Le Forban Sécurité Mer is a French dive watch brand born in 1969 — one of the rare French marques to have equipped the Marine Nationale and the PATMAR (Patrouille Maritime) naval air patrol throughout the 1970s and 80s. After two dynamic decades and a final series based on the legendary Monnin model, the brand disappeared in 1989. Thirty years later, in 2019, two passionate collectors — Jean-Sébastien Coste and Océane Jolivet — resurrected the brand with uncompromising ambition: to revive the spirit of French utilitarian horology. Working alongside seasoned watch designer Eddy Burgener, the trio gave shape to a new flagship model — the Malouine — launched exactly fifty years after the brand's founding. Today, every Le Forban timepiece is assembled, tested, and regulated in Rennes, Brittany, by a team of watchmakers recognized among the finest French artisans. Collections are named after French port cities — Malouine (Saint-Malo), Brestoise (Brest), Rochelaise (La Rochelle), Marseillaise (Marseille) — honoring the maritime heritage that defines the brand's soul.

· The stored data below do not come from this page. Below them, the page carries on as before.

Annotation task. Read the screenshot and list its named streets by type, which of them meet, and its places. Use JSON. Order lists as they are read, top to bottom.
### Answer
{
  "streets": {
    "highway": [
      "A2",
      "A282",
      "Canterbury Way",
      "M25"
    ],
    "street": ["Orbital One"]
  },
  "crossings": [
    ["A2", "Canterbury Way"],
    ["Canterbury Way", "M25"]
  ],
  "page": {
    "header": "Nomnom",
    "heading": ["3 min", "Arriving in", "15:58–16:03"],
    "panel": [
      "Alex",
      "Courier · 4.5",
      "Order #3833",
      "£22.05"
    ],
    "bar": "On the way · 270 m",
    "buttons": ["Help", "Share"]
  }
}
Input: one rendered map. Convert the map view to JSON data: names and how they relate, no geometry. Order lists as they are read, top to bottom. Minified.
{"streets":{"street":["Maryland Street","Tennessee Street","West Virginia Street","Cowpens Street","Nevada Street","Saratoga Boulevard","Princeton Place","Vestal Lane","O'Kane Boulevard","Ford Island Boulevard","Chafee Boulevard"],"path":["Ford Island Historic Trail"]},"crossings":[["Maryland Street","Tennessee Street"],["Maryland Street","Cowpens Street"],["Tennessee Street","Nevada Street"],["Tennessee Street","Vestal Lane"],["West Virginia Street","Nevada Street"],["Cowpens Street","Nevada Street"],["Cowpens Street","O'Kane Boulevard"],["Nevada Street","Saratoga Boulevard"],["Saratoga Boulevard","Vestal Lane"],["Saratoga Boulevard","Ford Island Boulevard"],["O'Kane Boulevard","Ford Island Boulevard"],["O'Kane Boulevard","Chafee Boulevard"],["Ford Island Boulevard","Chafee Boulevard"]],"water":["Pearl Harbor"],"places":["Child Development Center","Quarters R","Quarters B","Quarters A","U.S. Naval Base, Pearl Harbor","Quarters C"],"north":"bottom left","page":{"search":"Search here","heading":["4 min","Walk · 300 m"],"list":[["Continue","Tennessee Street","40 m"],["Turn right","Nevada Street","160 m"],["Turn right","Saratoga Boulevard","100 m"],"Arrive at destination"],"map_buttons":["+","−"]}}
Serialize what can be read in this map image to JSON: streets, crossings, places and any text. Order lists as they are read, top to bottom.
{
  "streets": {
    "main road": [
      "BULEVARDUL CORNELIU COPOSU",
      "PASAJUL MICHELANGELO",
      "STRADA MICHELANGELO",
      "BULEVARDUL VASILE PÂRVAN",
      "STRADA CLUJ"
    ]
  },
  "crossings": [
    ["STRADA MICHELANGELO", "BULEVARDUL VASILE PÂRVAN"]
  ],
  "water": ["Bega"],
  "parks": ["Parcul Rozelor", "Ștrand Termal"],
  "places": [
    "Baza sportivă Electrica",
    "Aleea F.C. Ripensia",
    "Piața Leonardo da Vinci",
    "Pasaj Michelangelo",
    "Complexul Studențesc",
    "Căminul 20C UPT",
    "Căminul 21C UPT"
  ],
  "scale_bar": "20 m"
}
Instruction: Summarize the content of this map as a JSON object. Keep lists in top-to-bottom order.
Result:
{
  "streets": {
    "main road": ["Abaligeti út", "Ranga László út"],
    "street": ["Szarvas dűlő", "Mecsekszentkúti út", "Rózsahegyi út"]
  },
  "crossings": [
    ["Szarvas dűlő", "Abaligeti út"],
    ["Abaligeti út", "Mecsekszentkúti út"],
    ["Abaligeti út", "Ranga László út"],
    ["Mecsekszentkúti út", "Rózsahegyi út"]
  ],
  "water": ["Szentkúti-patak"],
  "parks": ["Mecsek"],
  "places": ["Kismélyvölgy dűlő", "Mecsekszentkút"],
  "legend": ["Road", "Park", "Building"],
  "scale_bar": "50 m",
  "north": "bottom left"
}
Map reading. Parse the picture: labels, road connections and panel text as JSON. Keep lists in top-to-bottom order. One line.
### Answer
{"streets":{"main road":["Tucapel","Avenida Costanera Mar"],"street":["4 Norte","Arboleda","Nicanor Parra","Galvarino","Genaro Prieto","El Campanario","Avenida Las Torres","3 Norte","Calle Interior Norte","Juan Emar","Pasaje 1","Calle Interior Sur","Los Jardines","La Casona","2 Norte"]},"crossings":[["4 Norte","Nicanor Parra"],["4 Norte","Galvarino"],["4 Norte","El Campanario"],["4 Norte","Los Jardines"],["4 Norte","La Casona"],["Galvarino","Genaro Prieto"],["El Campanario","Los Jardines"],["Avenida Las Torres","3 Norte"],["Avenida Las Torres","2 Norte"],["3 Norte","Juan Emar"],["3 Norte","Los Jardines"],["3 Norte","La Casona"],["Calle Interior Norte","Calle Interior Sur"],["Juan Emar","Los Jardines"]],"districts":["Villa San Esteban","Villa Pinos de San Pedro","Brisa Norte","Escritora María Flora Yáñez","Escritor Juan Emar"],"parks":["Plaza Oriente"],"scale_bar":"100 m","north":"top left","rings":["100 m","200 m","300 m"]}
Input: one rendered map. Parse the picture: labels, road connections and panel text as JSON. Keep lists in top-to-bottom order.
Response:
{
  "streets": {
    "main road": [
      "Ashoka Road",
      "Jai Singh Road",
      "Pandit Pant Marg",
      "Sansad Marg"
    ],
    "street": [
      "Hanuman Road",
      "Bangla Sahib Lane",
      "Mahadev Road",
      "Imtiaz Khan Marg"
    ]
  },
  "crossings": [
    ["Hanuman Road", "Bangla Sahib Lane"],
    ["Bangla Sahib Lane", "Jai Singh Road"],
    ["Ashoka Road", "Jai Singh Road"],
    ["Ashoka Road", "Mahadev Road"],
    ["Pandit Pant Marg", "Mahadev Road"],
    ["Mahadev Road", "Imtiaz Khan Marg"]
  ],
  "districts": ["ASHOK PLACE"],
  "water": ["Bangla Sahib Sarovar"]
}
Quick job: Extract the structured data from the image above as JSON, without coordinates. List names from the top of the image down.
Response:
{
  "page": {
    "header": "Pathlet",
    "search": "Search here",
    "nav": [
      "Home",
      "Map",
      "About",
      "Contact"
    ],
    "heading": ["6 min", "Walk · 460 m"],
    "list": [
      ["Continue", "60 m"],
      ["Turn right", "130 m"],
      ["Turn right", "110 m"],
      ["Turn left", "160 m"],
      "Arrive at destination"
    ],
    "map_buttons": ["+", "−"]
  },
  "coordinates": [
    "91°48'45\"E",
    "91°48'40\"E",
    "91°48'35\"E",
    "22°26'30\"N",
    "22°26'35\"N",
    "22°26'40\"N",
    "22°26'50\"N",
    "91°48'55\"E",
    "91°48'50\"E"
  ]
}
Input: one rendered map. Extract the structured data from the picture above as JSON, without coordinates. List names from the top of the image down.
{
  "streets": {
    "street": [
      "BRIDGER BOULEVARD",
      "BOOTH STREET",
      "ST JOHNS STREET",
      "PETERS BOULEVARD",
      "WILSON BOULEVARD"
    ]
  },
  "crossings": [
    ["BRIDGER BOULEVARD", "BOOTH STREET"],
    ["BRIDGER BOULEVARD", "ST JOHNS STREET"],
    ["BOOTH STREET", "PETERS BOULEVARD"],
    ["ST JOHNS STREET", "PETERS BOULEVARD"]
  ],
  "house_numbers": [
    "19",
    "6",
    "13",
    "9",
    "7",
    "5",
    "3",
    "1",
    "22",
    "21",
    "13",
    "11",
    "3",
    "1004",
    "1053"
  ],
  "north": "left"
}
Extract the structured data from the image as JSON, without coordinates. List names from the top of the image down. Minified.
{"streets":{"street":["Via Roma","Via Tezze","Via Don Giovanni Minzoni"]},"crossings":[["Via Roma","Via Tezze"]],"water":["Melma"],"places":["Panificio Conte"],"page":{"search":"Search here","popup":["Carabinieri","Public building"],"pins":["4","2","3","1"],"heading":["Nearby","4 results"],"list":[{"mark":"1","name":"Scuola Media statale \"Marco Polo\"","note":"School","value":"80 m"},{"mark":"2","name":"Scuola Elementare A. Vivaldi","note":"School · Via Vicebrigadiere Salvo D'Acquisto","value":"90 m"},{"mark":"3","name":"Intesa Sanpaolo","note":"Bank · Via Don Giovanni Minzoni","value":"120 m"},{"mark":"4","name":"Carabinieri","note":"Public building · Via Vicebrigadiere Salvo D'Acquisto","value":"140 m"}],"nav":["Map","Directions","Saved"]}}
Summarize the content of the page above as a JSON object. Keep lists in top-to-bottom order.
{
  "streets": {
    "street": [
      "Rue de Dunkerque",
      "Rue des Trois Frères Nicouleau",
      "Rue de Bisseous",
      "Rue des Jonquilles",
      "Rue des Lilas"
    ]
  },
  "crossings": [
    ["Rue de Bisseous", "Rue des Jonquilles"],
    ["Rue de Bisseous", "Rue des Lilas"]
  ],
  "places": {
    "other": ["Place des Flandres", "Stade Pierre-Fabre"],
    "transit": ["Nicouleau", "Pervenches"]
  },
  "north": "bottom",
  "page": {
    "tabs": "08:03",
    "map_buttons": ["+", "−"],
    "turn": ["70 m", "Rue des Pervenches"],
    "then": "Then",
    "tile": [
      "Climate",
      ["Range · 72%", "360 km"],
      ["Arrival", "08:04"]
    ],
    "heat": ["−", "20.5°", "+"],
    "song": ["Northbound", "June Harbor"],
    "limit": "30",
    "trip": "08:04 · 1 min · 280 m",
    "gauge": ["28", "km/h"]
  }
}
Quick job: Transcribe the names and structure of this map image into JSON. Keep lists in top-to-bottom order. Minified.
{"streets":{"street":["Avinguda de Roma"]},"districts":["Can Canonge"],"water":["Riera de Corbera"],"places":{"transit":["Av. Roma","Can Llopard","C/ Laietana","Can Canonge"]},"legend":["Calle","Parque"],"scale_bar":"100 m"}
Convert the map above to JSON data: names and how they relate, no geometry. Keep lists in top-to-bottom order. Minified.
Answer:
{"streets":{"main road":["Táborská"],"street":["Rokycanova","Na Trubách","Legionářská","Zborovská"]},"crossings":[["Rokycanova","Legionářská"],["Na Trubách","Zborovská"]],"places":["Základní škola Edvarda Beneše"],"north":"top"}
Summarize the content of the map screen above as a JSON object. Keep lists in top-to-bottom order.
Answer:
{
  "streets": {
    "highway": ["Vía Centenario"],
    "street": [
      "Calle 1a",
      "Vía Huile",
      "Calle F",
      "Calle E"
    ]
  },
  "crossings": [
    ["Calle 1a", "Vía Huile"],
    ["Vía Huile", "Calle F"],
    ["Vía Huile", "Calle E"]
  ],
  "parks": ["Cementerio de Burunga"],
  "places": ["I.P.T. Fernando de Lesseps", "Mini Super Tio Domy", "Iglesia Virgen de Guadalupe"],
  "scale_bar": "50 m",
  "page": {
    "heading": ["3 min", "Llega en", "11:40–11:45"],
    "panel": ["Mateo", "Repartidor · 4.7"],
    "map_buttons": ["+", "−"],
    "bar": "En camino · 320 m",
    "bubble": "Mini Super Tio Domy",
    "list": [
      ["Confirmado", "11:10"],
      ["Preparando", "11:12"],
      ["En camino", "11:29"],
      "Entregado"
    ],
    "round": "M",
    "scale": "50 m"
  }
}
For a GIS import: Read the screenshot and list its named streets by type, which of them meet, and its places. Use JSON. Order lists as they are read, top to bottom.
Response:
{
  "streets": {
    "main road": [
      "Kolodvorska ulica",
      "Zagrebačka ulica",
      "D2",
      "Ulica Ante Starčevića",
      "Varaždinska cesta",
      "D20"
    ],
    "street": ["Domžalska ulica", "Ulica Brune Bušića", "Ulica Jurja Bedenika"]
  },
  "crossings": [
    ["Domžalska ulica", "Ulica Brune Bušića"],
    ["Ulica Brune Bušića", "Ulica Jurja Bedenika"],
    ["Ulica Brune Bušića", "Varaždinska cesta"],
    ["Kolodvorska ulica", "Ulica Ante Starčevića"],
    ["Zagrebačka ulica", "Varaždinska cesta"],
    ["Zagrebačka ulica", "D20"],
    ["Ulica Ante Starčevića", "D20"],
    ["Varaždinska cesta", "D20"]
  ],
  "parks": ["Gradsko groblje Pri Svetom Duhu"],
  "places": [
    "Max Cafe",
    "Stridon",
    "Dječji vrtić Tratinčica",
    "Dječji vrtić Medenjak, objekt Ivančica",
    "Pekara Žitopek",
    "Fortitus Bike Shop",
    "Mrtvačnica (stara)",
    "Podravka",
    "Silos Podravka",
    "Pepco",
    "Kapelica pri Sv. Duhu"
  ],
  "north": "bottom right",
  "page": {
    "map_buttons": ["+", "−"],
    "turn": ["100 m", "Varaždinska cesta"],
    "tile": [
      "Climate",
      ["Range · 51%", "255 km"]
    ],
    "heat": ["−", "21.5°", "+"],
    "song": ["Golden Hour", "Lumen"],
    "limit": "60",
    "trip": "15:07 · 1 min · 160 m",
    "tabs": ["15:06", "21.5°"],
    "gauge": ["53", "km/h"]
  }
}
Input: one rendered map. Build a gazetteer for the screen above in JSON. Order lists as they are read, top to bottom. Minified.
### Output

The name Le Forban means pirate: a bandit of the seas, an intrepid navigator — a fitting name for a maison that refused to stay lost.
Le Forban Sécurité Mer
1969
Le Forban Sécurité Mer is founded with its first Skindiver collection — sport watches designed for all conditions, distributed in sporting goods stores across France.
1970
Le Forban becomes one of the rare French watch brands to officially equip the Marine Nationale and PATMAR naval air patrol pilots — a decade-long chapter of French military horology.
1989
After two decades and a final Marine Nationale series based on the Monnin model, Le Forban Sécurité Mer encounters difficulties and disappears.
2019
Jean-Sébastien Coste and Océane Jolivet relaunch Le Forban Sécurité Mer, introducing the Malouine — a new flagship model, 50 years after the brand's original founding.